## [Exercise directions]
What you return must be every line below that includes the word "Moniz".

## [Material supplied]
== Segment start ==

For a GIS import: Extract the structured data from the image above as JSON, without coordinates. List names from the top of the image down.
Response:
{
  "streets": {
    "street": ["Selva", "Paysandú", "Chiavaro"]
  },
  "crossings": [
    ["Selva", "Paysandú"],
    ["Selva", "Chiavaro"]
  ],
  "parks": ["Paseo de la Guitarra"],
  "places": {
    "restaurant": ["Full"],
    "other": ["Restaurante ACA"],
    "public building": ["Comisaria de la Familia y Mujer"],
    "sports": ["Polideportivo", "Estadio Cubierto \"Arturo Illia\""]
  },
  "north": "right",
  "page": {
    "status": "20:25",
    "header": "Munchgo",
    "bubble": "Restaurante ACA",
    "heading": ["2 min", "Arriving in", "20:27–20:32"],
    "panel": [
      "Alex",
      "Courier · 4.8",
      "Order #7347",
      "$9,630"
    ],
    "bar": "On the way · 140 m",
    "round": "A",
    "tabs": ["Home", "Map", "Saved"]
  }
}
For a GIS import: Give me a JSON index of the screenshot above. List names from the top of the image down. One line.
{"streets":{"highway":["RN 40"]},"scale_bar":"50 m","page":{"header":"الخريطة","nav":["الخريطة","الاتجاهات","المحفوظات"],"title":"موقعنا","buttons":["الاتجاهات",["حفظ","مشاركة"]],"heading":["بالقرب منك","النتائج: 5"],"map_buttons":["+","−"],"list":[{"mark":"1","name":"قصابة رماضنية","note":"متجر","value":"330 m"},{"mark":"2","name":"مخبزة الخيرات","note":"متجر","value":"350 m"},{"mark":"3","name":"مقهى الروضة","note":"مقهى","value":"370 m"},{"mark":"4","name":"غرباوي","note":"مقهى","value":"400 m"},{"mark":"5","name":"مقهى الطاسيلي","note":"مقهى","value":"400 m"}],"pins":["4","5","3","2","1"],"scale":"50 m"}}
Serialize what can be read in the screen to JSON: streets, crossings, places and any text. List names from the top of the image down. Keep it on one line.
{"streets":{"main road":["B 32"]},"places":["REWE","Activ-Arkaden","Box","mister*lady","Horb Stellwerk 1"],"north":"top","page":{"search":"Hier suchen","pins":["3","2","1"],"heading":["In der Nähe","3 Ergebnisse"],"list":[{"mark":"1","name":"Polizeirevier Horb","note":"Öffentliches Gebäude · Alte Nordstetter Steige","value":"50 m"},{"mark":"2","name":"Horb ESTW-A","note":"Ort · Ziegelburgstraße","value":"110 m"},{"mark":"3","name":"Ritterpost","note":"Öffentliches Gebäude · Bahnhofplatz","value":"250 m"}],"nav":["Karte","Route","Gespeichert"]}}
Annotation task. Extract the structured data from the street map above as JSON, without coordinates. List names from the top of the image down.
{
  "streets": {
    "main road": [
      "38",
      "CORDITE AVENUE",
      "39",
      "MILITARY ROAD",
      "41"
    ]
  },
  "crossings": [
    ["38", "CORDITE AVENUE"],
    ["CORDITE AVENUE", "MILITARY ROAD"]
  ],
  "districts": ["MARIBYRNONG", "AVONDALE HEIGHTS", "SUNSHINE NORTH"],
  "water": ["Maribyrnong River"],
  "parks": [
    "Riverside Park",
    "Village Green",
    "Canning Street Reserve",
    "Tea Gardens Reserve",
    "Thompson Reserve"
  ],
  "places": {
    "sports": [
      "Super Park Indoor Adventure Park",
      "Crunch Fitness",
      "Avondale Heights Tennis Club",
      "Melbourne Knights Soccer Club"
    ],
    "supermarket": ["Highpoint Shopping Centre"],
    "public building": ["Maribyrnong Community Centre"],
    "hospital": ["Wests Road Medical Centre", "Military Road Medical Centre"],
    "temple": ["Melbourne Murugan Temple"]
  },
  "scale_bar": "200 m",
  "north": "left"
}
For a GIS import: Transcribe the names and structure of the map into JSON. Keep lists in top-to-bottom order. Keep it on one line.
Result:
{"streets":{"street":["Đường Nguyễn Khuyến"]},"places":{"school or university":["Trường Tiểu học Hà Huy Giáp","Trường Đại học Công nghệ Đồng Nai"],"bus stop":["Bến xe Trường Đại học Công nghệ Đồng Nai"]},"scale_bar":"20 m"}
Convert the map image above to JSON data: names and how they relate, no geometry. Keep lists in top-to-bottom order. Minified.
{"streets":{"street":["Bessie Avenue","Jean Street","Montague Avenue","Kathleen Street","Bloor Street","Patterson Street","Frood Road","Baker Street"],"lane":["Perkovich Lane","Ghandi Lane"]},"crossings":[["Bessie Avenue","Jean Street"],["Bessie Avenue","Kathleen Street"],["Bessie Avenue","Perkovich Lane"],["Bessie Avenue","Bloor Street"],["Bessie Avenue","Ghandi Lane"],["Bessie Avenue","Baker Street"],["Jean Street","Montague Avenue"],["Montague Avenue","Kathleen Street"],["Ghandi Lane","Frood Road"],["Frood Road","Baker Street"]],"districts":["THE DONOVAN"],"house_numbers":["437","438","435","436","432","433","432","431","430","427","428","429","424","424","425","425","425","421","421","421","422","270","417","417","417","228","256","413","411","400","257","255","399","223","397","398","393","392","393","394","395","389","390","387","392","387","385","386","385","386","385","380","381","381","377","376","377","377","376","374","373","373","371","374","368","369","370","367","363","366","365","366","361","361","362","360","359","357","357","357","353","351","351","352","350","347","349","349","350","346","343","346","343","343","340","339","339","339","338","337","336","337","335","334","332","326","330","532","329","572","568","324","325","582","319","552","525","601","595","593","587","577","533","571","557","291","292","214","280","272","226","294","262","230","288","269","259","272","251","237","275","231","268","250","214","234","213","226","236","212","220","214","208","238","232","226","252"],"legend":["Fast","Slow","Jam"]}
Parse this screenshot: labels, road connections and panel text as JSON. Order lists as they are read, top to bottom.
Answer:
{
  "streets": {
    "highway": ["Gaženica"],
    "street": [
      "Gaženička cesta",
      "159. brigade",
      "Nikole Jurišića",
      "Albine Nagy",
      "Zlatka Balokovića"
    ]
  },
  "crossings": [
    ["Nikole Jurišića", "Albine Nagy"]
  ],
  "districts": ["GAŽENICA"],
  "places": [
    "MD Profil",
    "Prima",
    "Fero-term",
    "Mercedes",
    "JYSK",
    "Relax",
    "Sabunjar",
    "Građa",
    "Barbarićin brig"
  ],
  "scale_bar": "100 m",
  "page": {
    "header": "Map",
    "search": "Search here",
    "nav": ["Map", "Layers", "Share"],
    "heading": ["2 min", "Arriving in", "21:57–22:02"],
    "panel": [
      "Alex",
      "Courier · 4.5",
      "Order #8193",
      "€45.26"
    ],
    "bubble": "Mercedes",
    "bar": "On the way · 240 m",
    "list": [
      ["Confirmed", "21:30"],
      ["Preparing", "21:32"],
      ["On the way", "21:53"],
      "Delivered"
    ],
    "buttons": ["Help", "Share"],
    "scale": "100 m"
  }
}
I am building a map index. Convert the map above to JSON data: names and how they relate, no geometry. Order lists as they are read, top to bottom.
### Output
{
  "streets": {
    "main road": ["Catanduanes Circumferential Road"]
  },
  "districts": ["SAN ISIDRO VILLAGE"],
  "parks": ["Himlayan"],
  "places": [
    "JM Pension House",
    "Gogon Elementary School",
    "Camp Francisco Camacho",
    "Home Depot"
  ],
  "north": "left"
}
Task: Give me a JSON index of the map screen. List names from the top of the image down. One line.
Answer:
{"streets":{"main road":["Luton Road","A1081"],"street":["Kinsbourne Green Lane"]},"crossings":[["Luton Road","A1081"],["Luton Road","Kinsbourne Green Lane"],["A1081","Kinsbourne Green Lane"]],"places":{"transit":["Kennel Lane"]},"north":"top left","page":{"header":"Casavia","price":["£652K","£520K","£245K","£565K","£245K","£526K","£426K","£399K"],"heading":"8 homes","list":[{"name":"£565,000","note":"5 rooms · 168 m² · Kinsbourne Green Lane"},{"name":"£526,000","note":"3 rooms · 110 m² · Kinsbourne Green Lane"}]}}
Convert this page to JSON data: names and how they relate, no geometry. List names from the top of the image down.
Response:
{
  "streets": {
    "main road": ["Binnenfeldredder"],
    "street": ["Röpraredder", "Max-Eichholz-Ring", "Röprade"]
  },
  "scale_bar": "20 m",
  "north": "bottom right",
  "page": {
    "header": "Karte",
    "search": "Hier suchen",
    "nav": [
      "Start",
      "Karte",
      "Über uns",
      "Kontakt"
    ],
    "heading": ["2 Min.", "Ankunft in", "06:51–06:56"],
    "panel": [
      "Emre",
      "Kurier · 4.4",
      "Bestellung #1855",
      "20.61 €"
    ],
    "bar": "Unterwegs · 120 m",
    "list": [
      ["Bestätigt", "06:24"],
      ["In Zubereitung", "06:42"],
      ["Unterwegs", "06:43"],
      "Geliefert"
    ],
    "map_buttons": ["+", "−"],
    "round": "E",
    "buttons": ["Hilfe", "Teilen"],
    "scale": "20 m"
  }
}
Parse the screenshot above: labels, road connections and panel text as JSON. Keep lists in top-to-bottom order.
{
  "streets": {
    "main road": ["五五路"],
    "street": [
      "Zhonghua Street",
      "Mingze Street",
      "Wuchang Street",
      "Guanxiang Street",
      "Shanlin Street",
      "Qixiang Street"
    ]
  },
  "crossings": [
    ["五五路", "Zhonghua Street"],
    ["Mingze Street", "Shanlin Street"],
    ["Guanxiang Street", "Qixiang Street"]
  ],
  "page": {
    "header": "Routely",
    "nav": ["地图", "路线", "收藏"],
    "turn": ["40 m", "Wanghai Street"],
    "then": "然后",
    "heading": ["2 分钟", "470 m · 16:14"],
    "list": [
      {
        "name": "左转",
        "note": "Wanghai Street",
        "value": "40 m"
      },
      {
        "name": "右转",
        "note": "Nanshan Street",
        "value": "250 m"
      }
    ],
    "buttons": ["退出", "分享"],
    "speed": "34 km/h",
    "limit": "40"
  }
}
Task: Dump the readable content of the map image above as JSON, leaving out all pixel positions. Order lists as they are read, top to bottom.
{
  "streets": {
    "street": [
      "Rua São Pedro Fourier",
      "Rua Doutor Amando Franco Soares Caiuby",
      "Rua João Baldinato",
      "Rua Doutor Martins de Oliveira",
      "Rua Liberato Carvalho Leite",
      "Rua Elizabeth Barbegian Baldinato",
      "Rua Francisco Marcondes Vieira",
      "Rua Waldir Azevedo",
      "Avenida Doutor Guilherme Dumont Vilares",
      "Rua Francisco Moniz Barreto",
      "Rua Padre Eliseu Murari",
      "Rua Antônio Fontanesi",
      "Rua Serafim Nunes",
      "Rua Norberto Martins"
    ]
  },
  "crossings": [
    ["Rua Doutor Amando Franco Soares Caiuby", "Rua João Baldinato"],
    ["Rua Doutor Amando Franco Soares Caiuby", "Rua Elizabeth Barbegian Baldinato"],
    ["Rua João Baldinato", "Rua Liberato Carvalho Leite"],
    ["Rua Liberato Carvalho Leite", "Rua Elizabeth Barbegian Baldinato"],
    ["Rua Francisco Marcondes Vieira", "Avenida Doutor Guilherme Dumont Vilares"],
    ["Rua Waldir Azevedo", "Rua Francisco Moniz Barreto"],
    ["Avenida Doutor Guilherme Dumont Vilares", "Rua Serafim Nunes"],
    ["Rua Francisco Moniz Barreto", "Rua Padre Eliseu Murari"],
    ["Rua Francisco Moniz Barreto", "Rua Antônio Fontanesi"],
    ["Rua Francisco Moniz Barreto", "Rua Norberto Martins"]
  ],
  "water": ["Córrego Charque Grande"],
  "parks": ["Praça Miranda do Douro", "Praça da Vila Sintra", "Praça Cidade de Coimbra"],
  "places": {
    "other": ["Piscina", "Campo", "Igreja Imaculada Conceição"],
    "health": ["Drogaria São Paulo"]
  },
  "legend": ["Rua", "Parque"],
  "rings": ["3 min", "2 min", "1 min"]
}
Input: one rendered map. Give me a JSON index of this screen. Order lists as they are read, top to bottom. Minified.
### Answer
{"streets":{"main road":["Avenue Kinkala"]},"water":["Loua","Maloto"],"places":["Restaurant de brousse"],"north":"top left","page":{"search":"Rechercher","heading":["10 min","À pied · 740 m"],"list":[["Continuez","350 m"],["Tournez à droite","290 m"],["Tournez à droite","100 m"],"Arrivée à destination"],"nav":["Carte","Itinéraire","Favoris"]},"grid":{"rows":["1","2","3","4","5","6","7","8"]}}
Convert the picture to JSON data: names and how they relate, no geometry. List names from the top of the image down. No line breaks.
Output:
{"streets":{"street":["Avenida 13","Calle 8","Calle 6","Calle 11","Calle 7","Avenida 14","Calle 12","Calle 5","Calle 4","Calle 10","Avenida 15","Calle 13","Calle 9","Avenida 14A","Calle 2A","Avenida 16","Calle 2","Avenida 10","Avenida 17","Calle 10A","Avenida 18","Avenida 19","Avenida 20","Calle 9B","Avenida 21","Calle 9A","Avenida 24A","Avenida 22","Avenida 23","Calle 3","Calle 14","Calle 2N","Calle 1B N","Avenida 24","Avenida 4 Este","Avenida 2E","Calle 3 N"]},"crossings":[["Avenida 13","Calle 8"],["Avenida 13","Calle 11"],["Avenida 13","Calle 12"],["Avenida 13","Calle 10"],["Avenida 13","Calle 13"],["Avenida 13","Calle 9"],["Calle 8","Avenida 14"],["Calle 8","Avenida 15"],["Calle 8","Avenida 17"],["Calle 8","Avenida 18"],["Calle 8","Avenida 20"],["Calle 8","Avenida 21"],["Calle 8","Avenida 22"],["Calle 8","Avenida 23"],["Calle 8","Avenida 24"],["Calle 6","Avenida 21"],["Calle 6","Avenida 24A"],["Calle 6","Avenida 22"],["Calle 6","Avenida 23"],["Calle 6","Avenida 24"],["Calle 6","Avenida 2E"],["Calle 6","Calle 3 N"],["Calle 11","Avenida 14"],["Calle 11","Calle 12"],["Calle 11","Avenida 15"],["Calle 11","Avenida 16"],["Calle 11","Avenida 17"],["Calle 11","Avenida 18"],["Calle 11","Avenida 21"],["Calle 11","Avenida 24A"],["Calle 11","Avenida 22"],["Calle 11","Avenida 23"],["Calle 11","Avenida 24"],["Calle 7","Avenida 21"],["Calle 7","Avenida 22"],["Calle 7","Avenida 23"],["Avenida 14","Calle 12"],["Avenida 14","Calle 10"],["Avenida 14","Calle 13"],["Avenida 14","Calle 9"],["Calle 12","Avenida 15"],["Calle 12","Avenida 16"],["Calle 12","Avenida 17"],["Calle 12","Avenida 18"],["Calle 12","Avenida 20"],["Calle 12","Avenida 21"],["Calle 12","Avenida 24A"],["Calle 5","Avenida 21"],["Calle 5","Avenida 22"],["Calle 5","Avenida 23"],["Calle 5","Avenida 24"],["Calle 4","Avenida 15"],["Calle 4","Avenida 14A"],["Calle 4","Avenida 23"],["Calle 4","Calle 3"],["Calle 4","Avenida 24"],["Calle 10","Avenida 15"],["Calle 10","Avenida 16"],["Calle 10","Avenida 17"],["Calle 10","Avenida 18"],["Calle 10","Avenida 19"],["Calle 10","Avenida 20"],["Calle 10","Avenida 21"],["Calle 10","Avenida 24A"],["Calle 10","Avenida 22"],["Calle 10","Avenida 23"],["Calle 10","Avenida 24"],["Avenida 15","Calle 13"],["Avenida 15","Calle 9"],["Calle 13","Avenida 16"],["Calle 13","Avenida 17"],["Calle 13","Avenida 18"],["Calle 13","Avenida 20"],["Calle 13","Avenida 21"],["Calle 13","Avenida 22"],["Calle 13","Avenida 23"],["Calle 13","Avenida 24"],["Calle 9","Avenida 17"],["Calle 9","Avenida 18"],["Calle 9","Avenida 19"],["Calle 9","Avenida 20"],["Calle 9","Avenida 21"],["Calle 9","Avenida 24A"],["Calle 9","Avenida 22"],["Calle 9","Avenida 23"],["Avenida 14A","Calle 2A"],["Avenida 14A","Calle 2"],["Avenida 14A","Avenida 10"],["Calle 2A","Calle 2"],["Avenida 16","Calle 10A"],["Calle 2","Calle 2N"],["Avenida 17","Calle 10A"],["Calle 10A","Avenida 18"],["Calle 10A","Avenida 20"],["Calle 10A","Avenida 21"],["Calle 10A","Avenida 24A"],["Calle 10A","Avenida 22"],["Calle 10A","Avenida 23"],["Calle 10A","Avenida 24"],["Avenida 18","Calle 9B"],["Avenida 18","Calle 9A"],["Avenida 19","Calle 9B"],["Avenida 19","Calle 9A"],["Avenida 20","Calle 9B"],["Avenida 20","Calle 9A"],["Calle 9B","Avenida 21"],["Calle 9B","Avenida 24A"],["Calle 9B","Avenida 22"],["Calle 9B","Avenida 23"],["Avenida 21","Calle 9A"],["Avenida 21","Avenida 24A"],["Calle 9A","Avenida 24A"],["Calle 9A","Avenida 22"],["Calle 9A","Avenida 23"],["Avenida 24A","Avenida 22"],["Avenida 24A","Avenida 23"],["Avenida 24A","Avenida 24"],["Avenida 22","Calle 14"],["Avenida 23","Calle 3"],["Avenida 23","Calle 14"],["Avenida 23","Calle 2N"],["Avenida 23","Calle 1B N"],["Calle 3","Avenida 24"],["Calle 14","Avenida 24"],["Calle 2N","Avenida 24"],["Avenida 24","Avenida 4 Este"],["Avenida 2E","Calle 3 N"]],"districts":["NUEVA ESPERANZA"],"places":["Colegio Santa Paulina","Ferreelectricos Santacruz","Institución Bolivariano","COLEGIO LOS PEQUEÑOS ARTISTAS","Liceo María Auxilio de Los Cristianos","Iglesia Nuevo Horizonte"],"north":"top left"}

== Segment end ==

## [Written answer]
      "Rua Francisco Moniz Barreto",
    ["Rua Waldir Azevedo", "Rua Francisco Moniz Barreto"],
    ["Rua Francisco Moniz Barreto", "Rua Padre Eliseu Murari"],
    ["Rua Francisco Moniz Barreto", "Rua Antônio Fontanesi"],
    ["Rua Francisco Moniz Barreto", "Rua Norberto Martins"]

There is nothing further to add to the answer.